== Data to examine

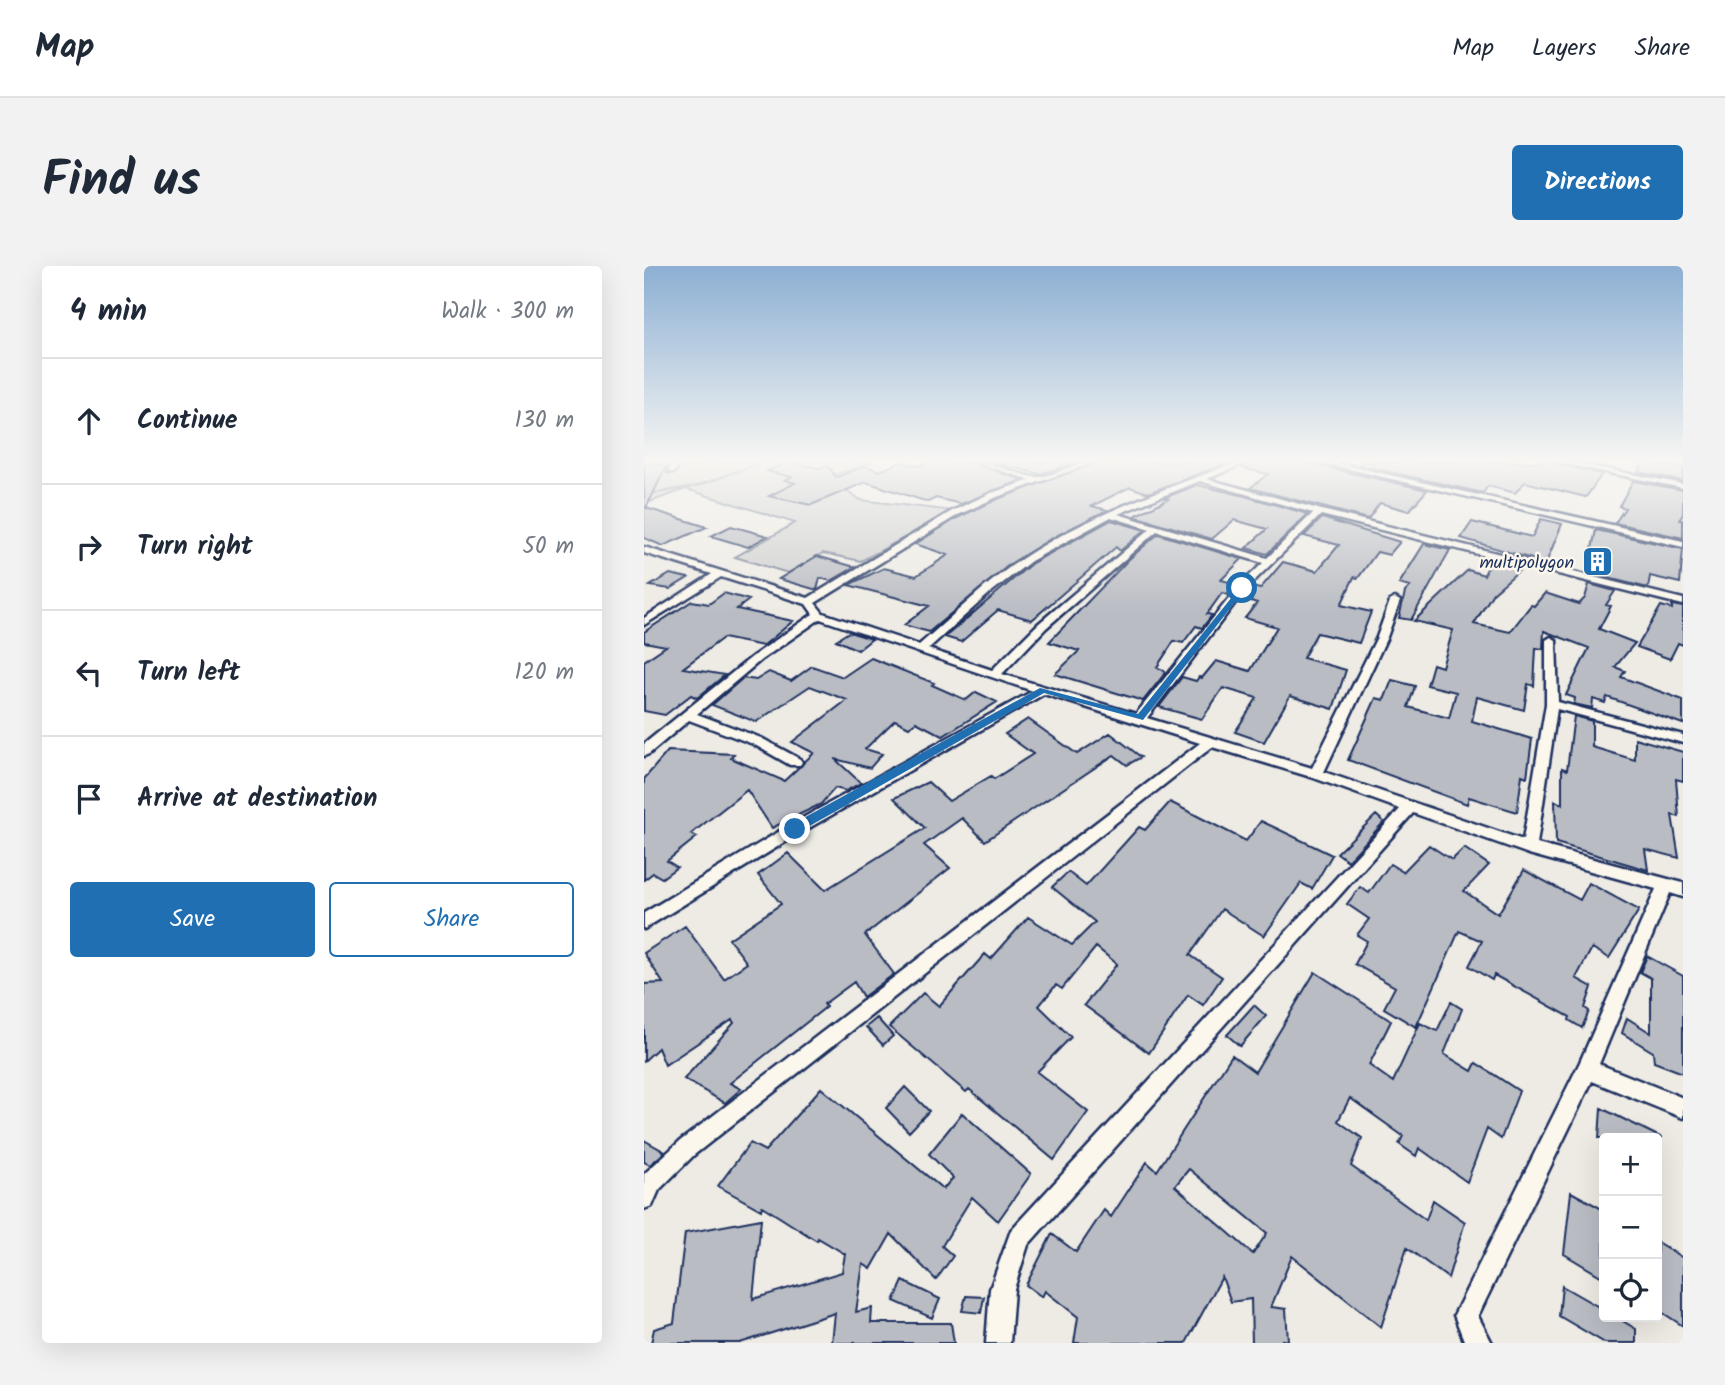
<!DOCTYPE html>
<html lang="en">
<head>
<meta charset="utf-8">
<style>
	:root { --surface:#fff; --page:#f2f2f3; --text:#1f2937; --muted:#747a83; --line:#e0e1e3; --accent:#1f6fb2 }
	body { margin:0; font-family:Kalam,sans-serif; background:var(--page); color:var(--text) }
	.controls { position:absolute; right:21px; bottom:21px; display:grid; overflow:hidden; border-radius:7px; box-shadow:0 7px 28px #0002 }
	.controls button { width:63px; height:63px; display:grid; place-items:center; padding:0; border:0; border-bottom:2px solid var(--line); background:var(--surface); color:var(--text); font:35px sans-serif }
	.stop { position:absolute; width:21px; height:21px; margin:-16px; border:5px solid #1f6fb2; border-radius:50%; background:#fff }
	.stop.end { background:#1f6fb2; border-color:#fff; box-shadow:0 2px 7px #0008 }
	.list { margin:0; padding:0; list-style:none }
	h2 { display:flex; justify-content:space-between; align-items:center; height:91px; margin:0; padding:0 28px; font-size:30px }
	h2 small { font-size:23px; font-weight:400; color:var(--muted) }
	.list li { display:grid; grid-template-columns:46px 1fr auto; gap:21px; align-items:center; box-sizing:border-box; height:126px; padding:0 28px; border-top:2px solid var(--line) }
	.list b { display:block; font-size:26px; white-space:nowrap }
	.list em { font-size:23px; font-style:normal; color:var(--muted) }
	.actions { display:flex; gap:14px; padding:21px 28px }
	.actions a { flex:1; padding:16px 0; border:2px solid var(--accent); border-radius:7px; text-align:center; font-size:24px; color:var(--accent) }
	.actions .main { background:var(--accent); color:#fff }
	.icon { flex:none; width:38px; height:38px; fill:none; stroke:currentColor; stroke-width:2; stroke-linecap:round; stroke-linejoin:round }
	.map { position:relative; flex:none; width:1039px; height:1077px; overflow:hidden; border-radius:7px }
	header { display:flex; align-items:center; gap:42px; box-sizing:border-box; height:98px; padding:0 35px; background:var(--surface); border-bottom:2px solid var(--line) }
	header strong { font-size:33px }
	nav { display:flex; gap:38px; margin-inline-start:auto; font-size:24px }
	.intro { display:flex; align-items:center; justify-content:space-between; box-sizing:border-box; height:168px; padding:0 42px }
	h1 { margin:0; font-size:49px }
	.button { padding:18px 32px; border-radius:7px; background:var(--accent); color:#fff; font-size:24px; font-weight:700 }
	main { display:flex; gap:42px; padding:0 42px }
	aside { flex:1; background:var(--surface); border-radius:7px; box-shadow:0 7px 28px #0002 }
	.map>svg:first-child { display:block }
	.green { fill:#cecfcf; stroke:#747f96; stroke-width:2 }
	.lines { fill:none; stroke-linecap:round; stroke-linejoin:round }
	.stream { stroke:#6d7892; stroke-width:2.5 }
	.building { fill:#b9bcc3; stroke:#1b2f5e; stroke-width:2; fill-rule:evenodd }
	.minor-casing { stroke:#1b2f5e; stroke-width:5 }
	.minor { fill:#fbf7ec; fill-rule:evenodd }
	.route { fill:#1f6fb2 }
	.labels { text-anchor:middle; stroke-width:5; stroke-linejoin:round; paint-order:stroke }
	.far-poi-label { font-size:18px; fill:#1b2f5e; stroke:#fbf7ec; text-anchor:end }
</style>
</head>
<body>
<header>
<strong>Map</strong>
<nav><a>Map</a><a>Layers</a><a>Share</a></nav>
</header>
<div class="intro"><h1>Find us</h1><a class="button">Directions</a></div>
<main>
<aside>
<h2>4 min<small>Walk · 300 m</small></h2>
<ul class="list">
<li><svg class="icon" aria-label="ahead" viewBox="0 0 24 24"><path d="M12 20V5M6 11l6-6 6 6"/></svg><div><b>Continue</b></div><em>130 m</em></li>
<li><svg class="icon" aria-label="right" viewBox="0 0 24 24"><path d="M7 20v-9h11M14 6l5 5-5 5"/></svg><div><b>Turn right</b></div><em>50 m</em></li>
<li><svg class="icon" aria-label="left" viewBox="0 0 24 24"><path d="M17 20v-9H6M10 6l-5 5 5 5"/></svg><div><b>Turn left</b></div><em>120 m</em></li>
<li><svg class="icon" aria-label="arrive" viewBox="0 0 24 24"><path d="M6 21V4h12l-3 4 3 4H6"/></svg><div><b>Arrive at destination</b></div></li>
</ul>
<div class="actions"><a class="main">Save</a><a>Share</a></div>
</aside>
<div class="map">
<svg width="1039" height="1077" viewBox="0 0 1039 1077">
	<rect width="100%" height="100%" fill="#eeebe4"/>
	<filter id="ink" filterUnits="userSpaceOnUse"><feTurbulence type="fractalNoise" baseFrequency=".0143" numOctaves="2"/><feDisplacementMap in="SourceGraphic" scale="14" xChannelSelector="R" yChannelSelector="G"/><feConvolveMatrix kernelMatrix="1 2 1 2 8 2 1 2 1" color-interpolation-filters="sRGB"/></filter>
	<g filter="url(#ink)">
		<!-- green -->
		<path class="green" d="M39,196h190l-46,15 34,23 93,11 -93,50 -38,-8 -35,20 -53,-16 60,-34 -109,-34 -42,15 14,-32z"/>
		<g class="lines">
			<!-- stream -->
			<path class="stream" d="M0,229l53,-9 65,-24"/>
		</g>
		<!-- building -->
		<path class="building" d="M0,196l23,3 -21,43 61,19 -44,19 -19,-8z
			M145,196l30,6 9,-2 8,11 29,-11 15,5 21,-9 18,4 11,-4h42l50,18 -61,24 -25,-6 -8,4 -62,-20 -55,23 -42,-9 26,-13 -10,-3 6,-3 -24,-6z
			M347,196h87l-38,12z
			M453,196h133l-82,31 -18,-6 -38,19 15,4 -57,29 -40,25 -81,68 -25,-7 25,-19 -81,-21 36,-17 32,8 32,-21 -33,-11 44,-27 39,-18z
			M606,196h53l124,28 -18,21 -29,-8 -12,16 -118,-31 18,-14 -26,-6z
			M718,196h190l50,12 -16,23 -61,-15 -10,11 -27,-7 -5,7 -124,-28z
			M1000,196l39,6v13l-45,-9z
			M989,215l50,9v23l-3,7h3v18l-68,-15 10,-15 -6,-2z
			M553,219l44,10 67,19 -41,40 -21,-6 21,-19 -33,-9 -22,19 -78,-23 34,-17 -4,-1z
			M678,252l78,24 -11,13 -12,-3 -19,26 -4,-1 -13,28 30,7 -12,31 -42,-10 -14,25 43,12 -13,39 -43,-13 -26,46 -29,-10 22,-34 -34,-10 -21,31 -43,-12 23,-30 14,4 3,-4 3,1 14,-17 34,10 27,-44 -32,-9 12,-15 -15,-5 10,-11 8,2 23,-27 34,9 22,-26 -35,-9z
			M897,253l21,5 -16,39 -85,-25 11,-16 60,15z
			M467,254l34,10 -25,21 -4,-4 -84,73 -34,-10 -37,32 -16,-5 87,-74z
			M87,260l37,10 -20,11 -37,-11z
			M952,264l87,19 -3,34 -30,-7 -2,12 -56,-14 2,-5 -6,-2z
			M514,268l84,25 -21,21 17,4 -9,11 -7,-2 -15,21 5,1 -10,13 -6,-2 -13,17 -9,-2 -17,26 9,5 -23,29 -88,-27 24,-23 -30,-9 79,-82z
			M780,278l26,6 -39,70 -12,-2 6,-26 5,-5 -11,-3z
			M173,290l38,11 -24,14 -11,-3 -3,12 -38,-11z
			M847,294l31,8 -29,25 -19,31 36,8 21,-27 3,1 11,-13 34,11 6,-6 4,-14 26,7 -9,14 5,1 -12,23 36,14 -20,24 10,4 -4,6 62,23v24l-76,-27 -2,6 -12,-4 -1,9 -18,-4 1,-6 -9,-3 23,-47 -45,-17 -1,18 -7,-1 -2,38 -6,-2 -4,26 -47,-13 -5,24 60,18 -5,38 -5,-2 -5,37 -48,-15 -2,7 -119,-44 28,-62 8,2 8,-20 23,6 -7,21 41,11 7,-26 -29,-7 6,-21 9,3 11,-37 -39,-9 54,-51 16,5z
			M26,308l18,4 -18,11 -20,-3z
			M80,327l25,7 -12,9 56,12 -30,25 -40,-8 -40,30 42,7 -28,23 -6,-3 -26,20 -21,-4v-50l22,-15 -22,-4v-10l48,-31 17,3z
			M1028,339l11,2v38l-5,-2 -8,16 -33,-12 24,-41 11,3z
			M205,366l23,7 -14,11 -22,-10z
			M227,392l63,25 -2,2 34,15 10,-8 21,10 -54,34 -27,-14 -7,5 -14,-7 -30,29 17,5 -12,14 -35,-9 26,24 -15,8 -11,-3 -14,16 -49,24 -25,-38 -56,44 6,3 -30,24 10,6 -15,11 -9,-5 -9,7v-101l24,-28 66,3 -3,4 53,23 30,-28 -22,-11 55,-42 -37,-14 -54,36 -44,-17 31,-27 13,2 13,-8 22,9 21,-15 31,11z
			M930,450l18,5v26l43,13v-22l48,14v29l-7,-2 3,38 -7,-2 7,43 -34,-9 3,21 -92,-27 -1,-42 7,3v-36l5,2z
			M384,453l49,35 33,-21 31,24 -14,8 -13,-10 -129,86 -23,-23 -38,27 26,23 -85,67 29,39 -31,23 -9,-15 -30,22 2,3 -96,76 11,6 -16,14 -41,-24 50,-56 -2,-3 -67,45 -7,-17 -14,13v-77l19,-1 -19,-30 41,-27 39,53 23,-16 -18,-24 52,-35 -23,-29 30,-22 37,37 100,-62 -31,-30 34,-16 21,19 42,-25 3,3 39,-25 -28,-20z
			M526,536l76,39 15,-20 71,34 -20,34 -11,-6 -37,53 -42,-27 -32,46 32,22 -19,28 -15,-10 -39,58 -65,-48 33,-41 -21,-17 -34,42 -6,-4 -17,21 32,31 -34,35 51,40 -34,48 -85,-71 -3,3 -77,-65 34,-34 16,13 46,-52 6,5 37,-42 44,28 23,-23 -43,-35 16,-15 18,14 53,-59 6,3z
			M732,549l8,7 -36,39 -11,-8z
			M785,579l23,15 12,-12 25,17 -25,26 34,23 26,-44 56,30 9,-17 50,27 -30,48 -17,-10 -16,30 16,9 -7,21 4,3 -7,17 -13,-8 1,-3 -76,-42 -2,5 -23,-14 13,-25 -23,-10 -43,96 -32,-19 11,-21 -40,-23 12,-23 -10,-6 12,-16 -22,-15 13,-17 9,6 21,-29 13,8z
			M1003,690l36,20v97l-29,-11 -1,-10 -31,-19 5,-15 24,15v-55l-11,-6z
			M671,706l76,49 -22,44 24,17 27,-59 17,8 14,-29 11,7 -18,45 28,17 4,-8 43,28 -18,48 -14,-10 -20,53 -48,-34 -3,8 -17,-12 4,-8 -53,-38 -12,23 24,17 -11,28 75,54 7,-20 32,22 -17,56 -41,-30 -26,79 -89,-71 -21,51 15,2 2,32 -6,-1v3h-30l-1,-44 -20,3 -9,-25 -36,66h-112l4,-26 -33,-26 -3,6 -16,-12 26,-51 24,18 28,-42 7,7 36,-55 10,9 75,-116 23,17zM545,903l78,64 -14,21 -78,-68z
			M610,739l12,11 -26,30 -13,-11z
			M233,752l16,18 -10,9 -17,-18z
			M261,821l24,24 -20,21 -23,-24z
			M177,822l122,101 10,-11 -24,-24 33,-41 69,61 -33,47 -26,-24 -30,49 11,10 -17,24 -45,-46 -20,35 -8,-5 -7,48 16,-4 -1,15h80l3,20h-122l3,-30 -95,30h-89l3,-14 20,-6 11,-90 76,-14 -8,80 89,-27 3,-18 -27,-16 -1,3 -55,-35 -1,4 -43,-24 32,-43 15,8z
			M957,842l61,30h-63z
			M0,874l21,12 -15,13 -6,-3z
			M927,926l33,18v68l-40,-24z
			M1013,976l26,16v68l-26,-17z
			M259,1015l37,18 -8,19 -38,-17z
			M918,1020l42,24v7h12l20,12v14h-31l-46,-27z
			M322,1030l18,1 -3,16 -19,-2z"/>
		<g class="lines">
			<defs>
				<path id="minor" d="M29,196h8l-7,10h-6z
					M330,196c21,0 51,17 66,15 19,-3 35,-15 55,-15l-98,35 -39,18 -143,88 8,10 96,32c35,-30 68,-64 107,-89 65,-42 139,-67 212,-94h10l-41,17 115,31 361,89v6l-362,-90 -76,75 -98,128 165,50 65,-131 13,-36 5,-3 5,3 -13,36 -63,135 199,68 23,-136v-64l5,-3 5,3 2,62 125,33v8l-126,-34 -20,135 146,39v14l-13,-4 -71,171 84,34v20l-91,-37 -114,235 14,27h-27l-11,-28 126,-253 76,-173 -127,-35 -116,-41 -385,432 -14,44 -4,54h-24l4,-54 21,-59 389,-421 -89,-32 -99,-30 -518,408 -35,35 -7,16 -8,3v-35l36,-33 520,-398 -156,-49 -244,139 -156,96v-16l146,-88 243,-134 -213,-72 -59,41 -64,54 64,24 39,21 2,3 -2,3h-10l-37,-21 -64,-24 -40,34 -5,2v-12l109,-88 60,-42 -7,-10 -85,-27 -77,48v-7l68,-44 -68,-21v-6l164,51 144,-87 39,-18 40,-13zM556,215l113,32 -46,45 -149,-44zM467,251l39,12 -112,95 -46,46 -64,-21 62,-56 41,-32zM513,265l106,32 -24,23 -103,128 -134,-40 44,-46z
					M675,196h13l351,79v6z
					M911,196h15l113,22v4z"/>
			</defs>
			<!-- minor casing -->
			<use href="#minor" class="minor-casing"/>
			<!-- minor -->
			<use href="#minor" class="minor"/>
		</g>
	</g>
	<!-- sky -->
	<linearGradient id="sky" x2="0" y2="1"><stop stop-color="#8cafd3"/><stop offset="0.56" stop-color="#f7f6f3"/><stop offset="1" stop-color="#f7f6f3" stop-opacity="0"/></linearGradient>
	<rect width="1039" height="347" fill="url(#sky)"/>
	<!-- route -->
	<path class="route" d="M596,321l6,1 -103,132 -99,-27 -245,139h-8v-7l249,-137 98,26z"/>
	<!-- icons -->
	<defs>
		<symbol id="building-square" viewBox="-11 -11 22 22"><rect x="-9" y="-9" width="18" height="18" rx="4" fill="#1f6fb2" stroke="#fbf7ec"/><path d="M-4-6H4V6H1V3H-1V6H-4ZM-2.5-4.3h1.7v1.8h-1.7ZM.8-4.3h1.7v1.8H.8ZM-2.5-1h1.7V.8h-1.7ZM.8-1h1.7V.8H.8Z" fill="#fff"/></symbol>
	</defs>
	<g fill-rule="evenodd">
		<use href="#building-square" x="936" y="278" width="35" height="35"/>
	</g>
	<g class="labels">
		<!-- far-poi labels -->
		<g class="far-poi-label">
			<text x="930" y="302">multipolygon</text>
		</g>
	</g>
</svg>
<div class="controls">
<button>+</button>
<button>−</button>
<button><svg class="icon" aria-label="locate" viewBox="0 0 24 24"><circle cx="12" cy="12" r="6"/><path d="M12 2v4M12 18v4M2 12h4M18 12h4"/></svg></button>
</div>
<div class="stop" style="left:598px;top:322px"></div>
<div class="stop end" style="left:151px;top:563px"></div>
</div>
</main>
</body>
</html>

====

* [Brief]: Among the entries above, find the line with "margin:0; font-family:Kalam,sans-serif; background:var(--page);" and the line with "width:63px; height:63px; display:grid;"; give again exactly these two lines and all lines between them.

* [Response]:
	body { margin:0; font-family:Kalam,sans-serif; background:var(--page); color:var(--text) }
	.controls { position:absolute; right:21px; bottom:21px; display:grid; overflow:hidden; border-radius:7px; box-shadow:0 7px 28px #0002 }
	.controls button { width:63px; height:63px; display:grid; place-items:center; padding:0; border:0; border-bottom:2px solid var(--line); background:var(--surface); color:var(--text); font:35px sans-serif }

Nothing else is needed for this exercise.